The map above — which is from the 1970 edition of the National Atlas of America (and is hosted online by the University of Texas); you can find a full-size version of here — is a more accurate attempt to show what it looked like before Columbus sailed across the Atlantic, although it bizarrely only shows the land below the (then, of course, non-existent) border between Canada & the United States. And it doesn't give a date.

NPR writes about another attempt here and there's another one here, too — both of which include the territories where Canada is today. But they face challenges too. Some Indigenous people, for instance, were nomadic. And there is no set date for first contact: Indigenous nations encountered Europeans at different times in different ways.

It's also important to remember, I think, that the borders between the First Nations weren't static: they changed over time just like any other borders do — lots after the first Europeans arrived.

The Wendat (Huron) were at Toronto when the first French explorers turned up in the early 1600s; by the 1660s, the Seneca (part of the Haudenosaunee Confederacy — which the Europeans called the Iroquois) had villages on the Humber & the Rouge; by the time the British came to found our modern city at the end of the 1700s, the Mississauga were here — which is why we refer to the land where the city of Toronto is today as "the traditional territory of the Mississauga."
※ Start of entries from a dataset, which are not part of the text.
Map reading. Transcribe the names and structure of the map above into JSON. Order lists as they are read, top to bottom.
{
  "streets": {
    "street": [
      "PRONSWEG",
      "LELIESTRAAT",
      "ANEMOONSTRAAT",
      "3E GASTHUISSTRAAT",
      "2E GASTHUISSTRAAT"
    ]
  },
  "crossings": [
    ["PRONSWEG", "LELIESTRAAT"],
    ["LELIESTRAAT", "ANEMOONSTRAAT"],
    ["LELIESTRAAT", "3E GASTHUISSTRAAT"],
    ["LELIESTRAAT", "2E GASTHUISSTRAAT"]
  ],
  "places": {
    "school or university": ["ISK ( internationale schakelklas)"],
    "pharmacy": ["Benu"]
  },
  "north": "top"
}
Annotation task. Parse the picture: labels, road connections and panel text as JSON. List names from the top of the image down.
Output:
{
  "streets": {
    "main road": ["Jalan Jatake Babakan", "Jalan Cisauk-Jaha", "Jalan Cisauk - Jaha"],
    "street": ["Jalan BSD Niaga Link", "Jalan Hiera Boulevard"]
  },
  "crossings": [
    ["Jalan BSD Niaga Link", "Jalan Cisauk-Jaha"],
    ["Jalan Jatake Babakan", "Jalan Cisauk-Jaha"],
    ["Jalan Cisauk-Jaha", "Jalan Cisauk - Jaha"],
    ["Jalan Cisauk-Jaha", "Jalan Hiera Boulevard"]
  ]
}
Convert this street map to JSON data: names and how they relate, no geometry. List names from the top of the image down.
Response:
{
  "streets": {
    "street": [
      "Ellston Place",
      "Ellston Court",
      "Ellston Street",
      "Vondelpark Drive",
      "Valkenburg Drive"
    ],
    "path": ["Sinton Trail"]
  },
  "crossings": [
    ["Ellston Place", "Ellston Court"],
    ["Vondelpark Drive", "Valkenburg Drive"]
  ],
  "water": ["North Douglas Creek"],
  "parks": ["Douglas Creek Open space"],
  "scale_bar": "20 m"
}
You can read more about the complex history of the First Nations in the Toronto area in this post from Suzanne Methot, a Cree writer and editor who also runs a consulting service aiming "to build understanding and awareness of Aboriginal histories, perspectives, and experiences."


Thanks to Adriana Alarcón for pointing out the lack of a fixed date for first contact and the way nomadic cultures complicate attempts to make fixed maps like these. And to the commenter below for sourcing the map above.


  1. The map hosted on the University of Texas website and shown in this article is from the 1970 edition of the National Atlas of the United States.